Where a line of the material includes the string "restore", copy that line.
────────────────────
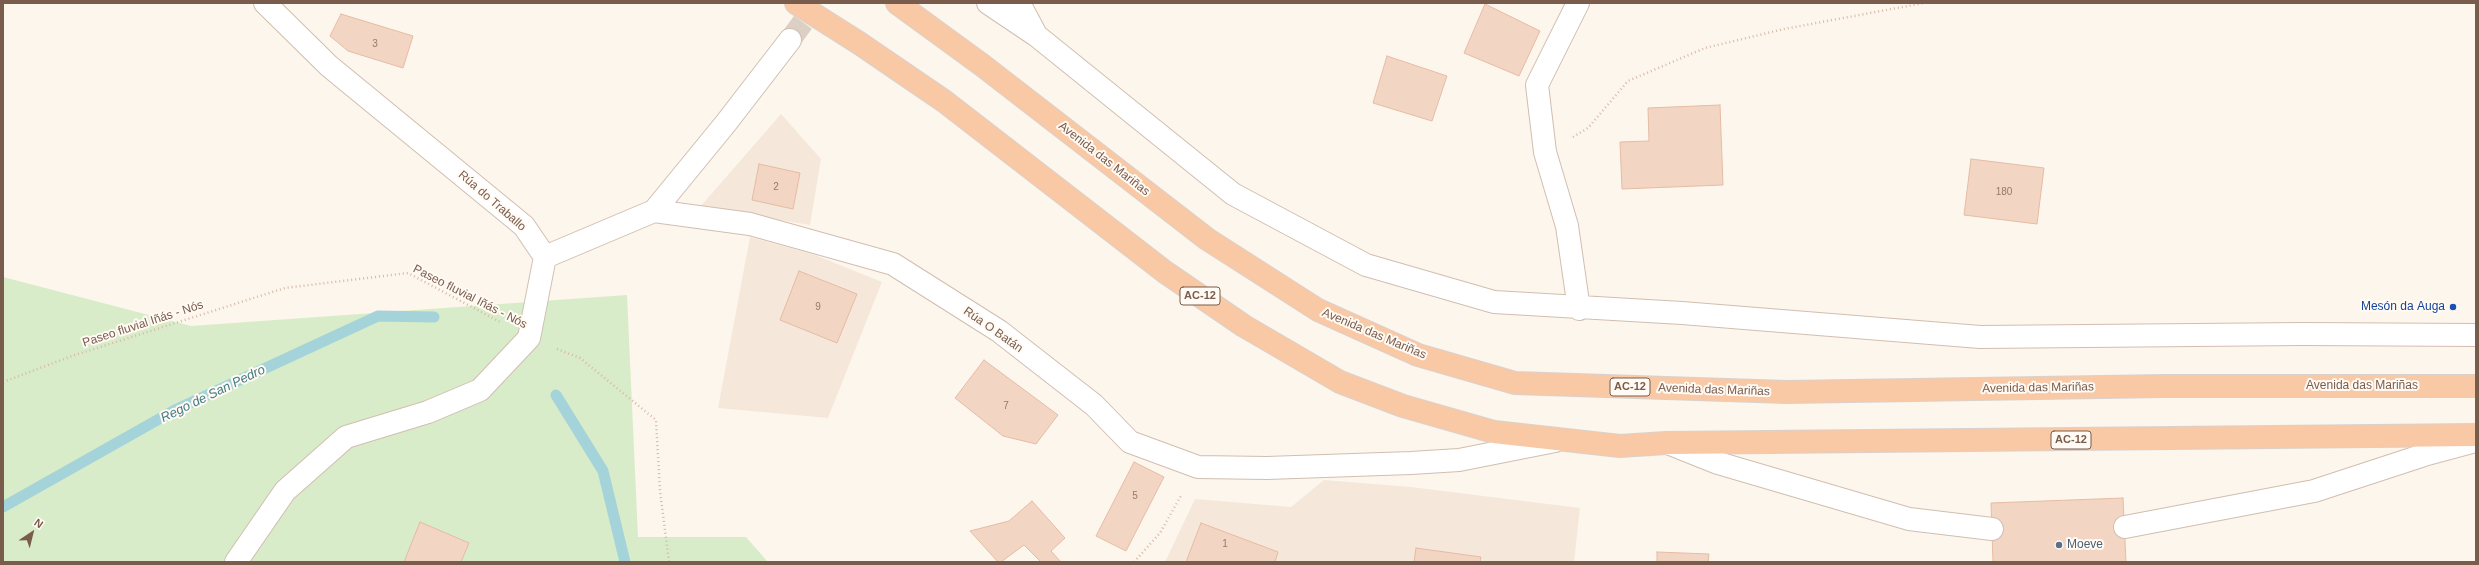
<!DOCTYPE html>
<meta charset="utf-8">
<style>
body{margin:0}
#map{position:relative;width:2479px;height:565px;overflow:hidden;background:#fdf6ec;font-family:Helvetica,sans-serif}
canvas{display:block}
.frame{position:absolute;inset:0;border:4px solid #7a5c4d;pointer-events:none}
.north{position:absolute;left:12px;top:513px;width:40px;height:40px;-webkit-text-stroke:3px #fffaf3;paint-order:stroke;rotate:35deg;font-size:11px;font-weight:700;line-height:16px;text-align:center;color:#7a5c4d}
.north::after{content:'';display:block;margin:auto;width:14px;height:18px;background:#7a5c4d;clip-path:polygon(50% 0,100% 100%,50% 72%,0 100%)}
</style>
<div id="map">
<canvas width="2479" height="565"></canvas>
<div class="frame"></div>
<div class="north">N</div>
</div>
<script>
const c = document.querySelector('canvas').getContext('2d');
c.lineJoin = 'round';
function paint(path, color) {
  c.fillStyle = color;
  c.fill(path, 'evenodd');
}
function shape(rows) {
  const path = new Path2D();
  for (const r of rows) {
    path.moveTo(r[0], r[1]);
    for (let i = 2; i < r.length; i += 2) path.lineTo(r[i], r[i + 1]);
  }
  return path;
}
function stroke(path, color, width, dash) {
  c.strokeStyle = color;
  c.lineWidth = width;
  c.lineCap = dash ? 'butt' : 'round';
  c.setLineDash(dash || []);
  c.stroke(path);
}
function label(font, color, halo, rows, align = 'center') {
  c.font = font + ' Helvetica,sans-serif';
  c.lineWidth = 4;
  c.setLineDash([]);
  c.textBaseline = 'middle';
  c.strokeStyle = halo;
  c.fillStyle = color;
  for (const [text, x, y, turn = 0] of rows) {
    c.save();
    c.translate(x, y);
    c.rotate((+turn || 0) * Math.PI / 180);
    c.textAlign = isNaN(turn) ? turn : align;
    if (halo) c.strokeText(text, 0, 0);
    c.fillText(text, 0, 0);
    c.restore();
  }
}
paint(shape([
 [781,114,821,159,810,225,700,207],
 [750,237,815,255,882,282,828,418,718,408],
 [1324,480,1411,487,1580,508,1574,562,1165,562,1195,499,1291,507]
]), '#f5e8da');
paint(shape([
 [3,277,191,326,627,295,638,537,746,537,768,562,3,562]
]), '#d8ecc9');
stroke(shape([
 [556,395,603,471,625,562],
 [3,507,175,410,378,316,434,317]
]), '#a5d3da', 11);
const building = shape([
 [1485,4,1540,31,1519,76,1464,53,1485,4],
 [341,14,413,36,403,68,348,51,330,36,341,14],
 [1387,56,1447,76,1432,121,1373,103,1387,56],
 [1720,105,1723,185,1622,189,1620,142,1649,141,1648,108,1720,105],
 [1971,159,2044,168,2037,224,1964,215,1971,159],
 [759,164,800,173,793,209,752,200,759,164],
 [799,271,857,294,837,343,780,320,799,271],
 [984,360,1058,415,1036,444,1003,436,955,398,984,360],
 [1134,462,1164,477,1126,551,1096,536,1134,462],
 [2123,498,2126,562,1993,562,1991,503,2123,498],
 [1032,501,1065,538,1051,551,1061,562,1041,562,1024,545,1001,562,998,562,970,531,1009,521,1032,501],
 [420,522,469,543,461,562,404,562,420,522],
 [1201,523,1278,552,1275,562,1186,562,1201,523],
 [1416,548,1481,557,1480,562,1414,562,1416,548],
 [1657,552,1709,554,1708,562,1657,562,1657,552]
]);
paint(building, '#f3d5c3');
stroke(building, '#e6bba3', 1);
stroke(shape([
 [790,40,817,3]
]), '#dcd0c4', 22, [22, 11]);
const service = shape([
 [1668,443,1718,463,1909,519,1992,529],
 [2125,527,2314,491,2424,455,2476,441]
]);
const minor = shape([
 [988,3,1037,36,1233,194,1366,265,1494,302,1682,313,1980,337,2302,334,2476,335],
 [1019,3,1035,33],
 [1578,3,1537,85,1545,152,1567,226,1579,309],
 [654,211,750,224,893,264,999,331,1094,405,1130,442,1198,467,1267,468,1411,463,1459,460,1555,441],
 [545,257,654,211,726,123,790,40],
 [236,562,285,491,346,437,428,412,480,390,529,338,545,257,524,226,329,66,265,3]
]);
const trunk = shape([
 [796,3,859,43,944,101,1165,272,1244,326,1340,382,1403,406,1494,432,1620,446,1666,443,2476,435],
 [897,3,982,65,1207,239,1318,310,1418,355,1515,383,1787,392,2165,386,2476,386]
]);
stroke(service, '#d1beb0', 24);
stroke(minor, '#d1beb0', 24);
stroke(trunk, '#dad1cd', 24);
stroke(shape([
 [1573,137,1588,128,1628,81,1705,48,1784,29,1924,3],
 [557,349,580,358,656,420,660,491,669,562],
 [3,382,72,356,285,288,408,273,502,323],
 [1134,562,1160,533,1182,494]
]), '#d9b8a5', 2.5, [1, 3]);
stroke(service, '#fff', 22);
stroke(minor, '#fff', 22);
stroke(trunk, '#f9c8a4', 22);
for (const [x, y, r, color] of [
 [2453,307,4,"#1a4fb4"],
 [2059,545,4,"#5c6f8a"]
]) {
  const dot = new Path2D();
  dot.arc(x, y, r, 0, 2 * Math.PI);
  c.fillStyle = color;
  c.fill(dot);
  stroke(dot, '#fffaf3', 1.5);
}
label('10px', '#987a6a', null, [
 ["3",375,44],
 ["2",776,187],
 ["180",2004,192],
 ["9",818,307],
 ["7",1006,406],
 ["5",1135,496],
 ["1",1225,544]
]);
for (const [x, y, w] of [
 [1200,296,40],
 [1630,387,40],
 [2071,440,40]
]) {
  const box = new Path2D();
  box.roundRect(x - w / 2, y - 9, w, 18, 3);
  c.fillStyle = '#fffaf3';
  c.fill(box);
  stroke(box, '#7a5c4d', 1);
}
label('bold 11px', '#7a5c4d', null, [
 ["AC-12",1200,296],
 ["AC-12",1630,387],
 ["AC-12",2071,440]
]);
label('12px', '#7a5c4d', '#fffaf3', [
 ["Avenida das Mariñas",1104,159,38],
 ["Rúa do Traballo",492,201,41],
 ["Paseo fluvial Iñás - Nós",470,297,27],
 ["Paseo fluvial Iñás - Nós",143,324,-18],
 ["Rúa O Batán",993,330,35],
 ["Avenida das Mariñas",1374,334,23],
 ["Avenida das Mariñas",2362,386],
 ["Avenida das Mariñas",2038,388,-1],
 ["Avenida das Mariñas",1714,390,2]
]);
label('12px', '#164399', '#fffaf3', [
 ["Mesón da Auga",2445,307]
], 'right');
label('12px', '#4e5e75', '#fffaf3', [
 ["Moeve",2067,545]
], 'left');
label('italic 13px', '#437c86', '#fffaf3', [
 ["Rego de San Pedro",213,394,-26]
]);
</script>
────────────────────
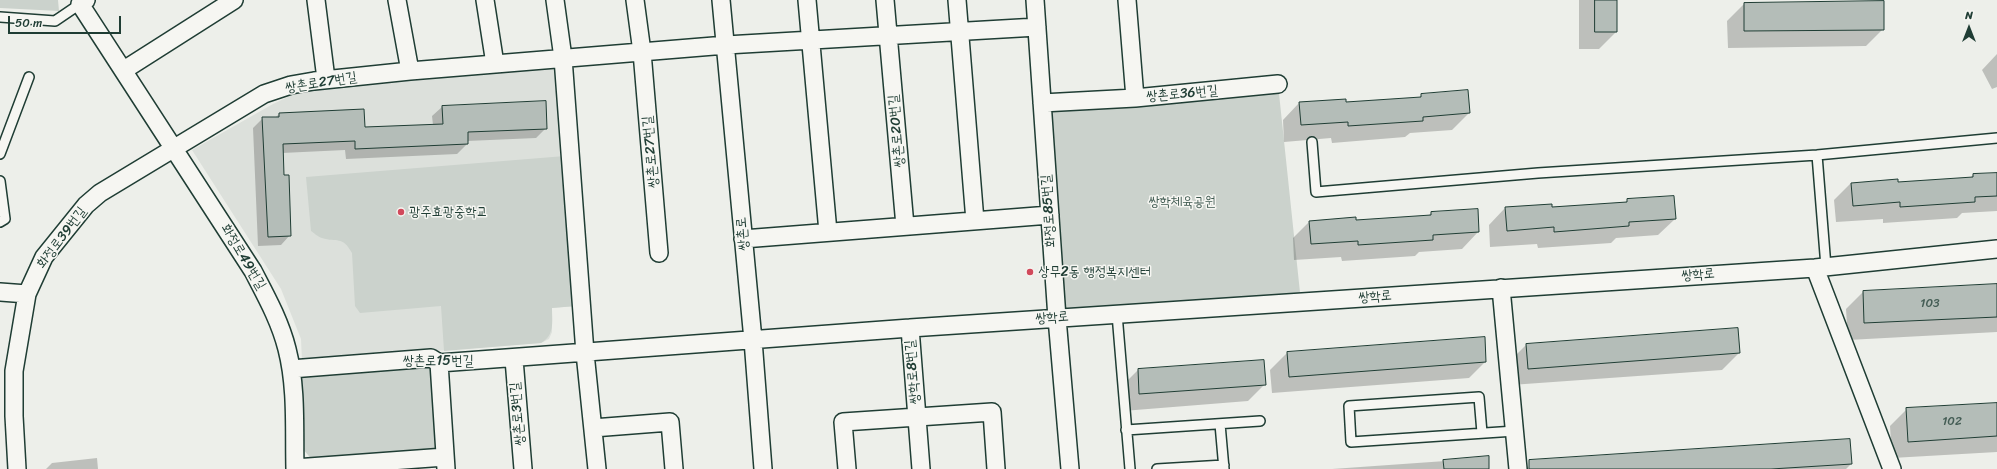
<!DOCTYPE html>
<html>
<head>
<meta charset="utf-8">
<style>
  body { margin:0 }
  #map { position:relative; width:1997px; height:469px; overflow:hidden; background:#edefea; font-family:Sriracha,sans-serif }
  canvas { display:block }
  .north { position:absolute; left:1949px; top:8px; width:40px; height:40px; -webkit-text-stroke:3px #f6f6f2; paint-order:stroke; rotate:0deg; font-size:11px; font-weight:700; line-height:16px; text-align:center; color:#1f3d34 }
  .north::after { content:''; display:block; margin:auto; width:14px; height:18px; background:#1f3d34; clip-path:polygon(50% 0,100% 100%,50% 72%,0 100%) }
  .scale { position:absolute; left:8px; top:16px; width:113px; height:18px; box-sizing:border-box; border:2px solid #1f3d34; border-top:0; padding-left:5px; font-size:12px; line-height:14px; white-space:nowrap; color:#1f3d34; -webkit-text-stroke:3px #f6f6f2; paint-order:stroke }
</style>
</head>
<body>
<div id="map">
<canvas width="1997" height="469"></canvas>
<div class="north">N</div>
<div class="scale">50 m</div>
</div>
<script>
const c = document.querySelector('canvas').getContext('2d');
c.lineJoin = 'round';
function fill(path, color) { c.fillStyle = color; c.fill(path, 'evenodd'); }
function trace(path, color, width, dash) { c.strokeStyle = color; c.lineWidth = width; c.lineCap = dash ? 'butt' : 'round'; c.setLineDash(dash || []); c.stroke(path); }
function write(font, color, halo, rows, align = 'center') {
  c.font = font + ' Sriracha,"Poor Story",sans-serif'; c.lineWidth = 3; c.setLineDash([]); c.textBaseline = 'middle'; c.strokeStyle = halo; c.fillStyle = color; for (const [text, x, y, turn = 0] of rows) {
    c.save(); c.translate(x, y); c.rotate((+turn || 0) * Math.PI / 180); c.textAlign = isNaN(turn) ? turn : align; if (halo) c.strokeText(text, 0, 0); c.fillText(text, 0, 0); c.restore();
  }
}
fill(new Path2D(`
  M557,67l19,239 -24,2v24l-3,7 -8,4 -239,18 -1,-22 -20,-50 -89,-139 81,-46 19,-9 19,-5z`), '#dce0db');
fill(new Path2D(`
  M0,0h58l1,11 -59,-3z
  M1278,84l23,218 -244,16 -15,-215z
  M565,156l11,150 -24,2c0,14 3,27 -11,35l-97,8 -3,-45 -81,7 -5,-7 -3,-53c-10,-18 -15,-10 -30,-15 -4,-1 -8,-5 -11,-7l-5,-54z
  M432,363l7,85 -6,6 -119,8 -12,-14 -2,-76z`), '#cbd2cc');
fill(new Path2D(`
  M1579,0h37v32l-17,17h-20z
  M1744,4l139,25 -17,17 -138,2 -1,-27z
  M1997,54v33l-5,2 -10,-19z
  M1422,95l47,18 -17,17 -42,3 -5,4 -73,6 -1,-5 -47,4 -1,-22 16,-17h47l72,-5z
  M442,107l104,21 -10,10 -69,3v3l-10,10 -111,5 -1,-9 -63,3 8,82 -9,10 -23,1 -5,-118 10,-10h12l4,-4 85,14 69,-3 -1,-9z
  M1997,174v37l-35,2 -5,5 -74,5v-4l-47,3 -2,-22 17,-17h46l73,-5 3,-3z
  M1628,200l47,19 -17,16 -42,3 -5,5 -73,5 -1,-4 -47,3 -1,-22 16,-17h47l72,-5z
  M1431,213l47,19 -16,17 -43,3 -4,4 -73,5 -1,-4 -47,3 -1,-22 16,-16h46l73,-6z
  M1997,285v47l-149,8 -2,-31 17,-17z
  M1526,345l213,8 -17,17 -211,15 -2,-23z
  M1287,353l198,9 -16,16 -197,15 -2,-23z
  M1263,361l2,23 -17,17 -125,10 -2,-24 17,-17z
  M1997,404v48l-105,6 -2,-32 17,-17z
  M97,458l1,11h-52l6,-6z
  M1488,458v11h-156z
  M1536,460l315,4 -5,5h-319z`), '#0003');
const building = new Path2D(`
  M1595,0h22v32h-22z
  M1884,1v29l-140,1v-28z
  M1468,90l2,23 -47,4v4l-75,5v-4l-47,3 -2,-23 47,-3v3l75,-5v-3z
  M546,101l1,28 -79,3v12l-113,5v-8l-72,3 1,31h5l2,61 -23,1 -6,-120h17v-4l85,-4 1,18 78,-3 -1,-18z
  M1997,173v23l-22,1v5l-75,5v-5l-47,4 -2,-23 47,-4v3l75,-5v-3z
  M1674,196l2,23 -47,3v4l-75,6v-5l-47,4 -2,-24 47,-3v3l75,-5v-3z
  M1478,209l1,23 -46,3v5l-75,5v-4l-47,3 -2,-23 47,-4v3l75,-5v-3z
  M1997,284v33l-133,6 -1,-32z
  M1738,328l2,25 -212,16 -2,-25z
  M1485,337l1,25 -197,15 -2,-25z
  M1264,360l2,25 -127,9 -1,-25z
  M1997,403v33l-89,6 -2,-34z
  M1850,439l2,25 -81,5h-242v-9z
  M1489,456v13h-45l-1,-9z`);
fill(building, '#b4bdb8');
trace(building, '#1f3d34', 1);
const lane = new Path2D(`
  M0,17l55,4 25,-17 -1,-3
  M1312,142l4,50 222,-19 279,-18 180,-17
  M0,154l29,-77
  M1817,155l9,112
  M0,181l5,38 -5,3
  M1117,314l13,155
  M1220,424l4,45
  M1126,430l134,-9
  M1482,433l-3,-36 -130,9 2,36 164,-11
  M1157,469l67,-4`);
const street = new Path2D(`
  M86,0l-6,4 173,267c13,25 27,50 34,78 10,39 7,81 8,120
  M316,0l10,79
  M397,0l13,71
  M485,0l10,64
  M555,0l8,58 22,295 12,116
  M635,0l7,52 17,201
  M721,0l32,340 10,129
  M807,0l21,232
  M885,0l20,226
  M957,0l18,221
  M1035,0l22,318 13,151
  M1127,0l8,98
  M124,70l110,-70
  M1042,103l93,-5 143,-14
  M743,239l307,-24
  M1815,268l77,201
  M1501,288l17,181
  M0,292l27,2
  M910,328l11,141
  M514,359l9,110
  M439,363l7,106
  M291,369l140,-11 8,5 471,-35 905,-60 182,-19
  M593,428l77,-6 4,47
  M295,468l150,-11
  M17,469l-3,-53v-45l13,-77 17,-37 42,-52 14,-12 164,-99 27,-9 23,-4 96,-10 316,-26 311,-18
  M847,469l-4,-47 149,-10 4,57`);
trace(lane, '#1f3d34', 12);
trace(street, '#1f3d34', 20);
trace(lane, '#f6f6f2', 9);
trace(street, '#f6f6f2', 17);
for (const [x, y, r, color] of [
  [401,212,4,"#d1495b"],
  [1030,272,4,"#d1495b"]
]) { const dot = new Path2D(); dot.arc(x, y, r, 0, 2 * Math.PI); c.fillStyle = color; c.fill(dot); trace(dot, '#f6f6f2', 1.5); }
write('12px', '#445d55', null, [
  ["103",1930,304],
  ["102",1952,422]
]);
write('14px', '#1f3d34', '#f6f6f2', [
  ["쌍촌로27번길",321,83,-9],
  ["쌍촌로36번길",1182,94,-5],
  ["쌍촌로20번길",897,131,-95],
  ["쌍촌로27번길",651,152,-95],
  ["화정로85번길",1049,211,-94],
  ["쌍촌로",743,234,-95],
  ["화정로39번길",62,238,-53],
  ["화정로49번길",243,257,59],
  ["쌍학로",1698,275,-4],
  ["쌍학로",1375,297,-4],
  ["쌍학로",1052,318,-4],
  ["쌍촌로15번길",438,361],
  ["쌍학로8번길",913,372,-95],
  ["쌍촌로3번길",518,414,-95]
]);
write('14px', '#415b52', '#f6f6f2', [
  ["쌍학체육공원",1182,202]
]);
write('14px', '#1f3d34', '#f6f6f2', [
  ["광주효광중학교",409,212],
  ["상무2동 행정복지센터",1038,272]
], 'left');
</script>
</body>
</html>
────────────────────
__COMPLETED TASK__.
    c.restore();
    c.save(); c.translate(x, y); c.rotate((+turn || 0) * Math.PI / 180); c.textAlign = isNaN(turn) ? turn : align; if (halo) c.strokeText(text, 0, 0); c.fillText(text, 0, 0); c.restore();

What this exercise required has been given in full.